Ballard's reprint came in 1952, as Civil War historical doctrine coalesced around the writings of Williams, Williams, and Nevins. It dovetailed snugly with Kenneth P. Williams' idea of Lincoln, as a militarily mature thinker, seeking and then finding his general. K. P. Williams had started down this road in 1949; Ballard's "essay" as he styled it, had first appeared in 1926 and may even have inspired Williams' multivolume project. So avid reader of 1950s ACW books might be ignorant of Ballard but still be entitled to ask "What about Lincoln Finds a General?"
Or put another way, where has Geoffrey Perret been?
He says he was in high school with Ricky Nelson - that would have been in the mid-1950s. That's when he told Brian Lamb that he began his ACW reading.

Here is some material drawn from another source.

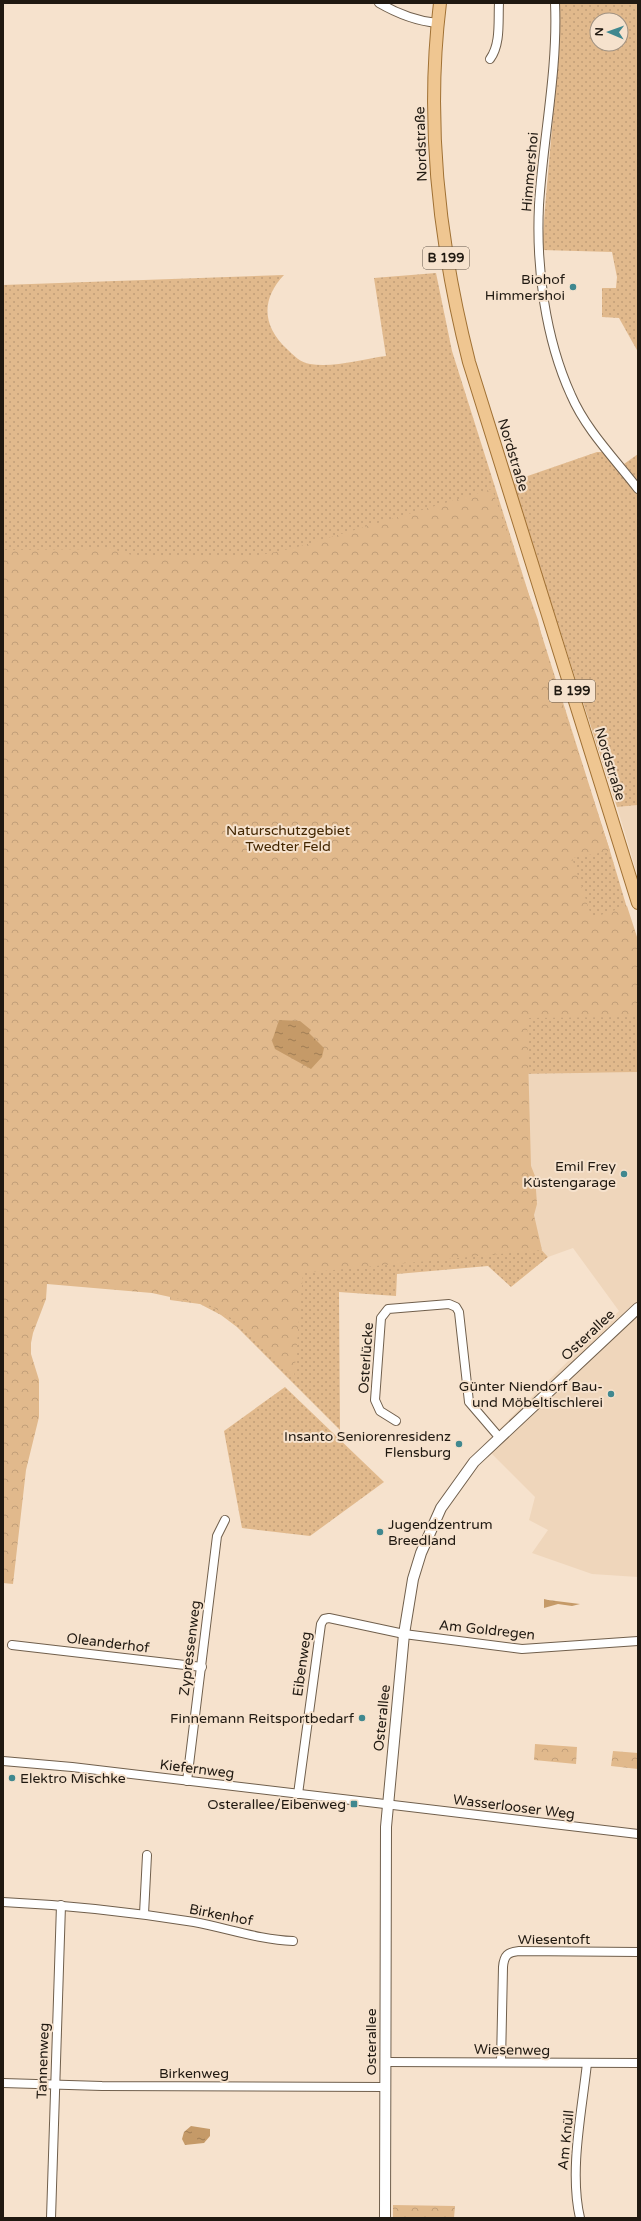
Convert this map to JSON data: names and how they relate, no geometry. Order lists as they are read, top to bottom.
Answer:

Kenneth Williams was going strong. T. Harry Williams had published his own studies of Lincoln's war management in Lincoln and the Radicals , Lincoln and His Generals, and then McClellan, Sherman, and Grant. These books all focus on Lincoln's management of the war.
Good grief, the publicists actually use one of T. Harry Williams' titles generically to promote Perret's uniqueness: "This wide-ranging account casts new light on Lincoln and his generals..."
Authors have input into cover design and press releases. Perret likely saw these claims.
Pop historians cannibalize their own.
Update #1: Thanks to the emailer who noted that Catton's Mr. Lincoln's Army appeared in 1951 (I had said that "Catton's first effort, Stillness at Appomattox, appeared later in 1953.") A book named Mr. Lincoln's Army might also reasonably be construed to be a "full-length account ... on Abraham Lincoln as Commander in Chief."
This correspondent, widely published, reports that "Authors do see the blurbs; they often have a hand in composing them." He concludes that "I gather Perret personally made this claim about being the first to write on this subject."
Update #2: Tip of the hat to the same emailer for pointing out James McPherson's review of Perret's book in the Nation. McPherson says,
Perret's story was hardly untold before he told it, however. And if some things in his book were previously untold, it is because they were not true. Lincoln's War is riddled with an appalling number of errors large and small--by my count at least 120 of them, including multiple mistakes in the same paragraph on a single subject.He goes on in this vein: "But the level of carelessness and ignorance manifested by the number and importance of miscues in Lincoln's War seriously compromises its integrity," etc. etc. See for yourself.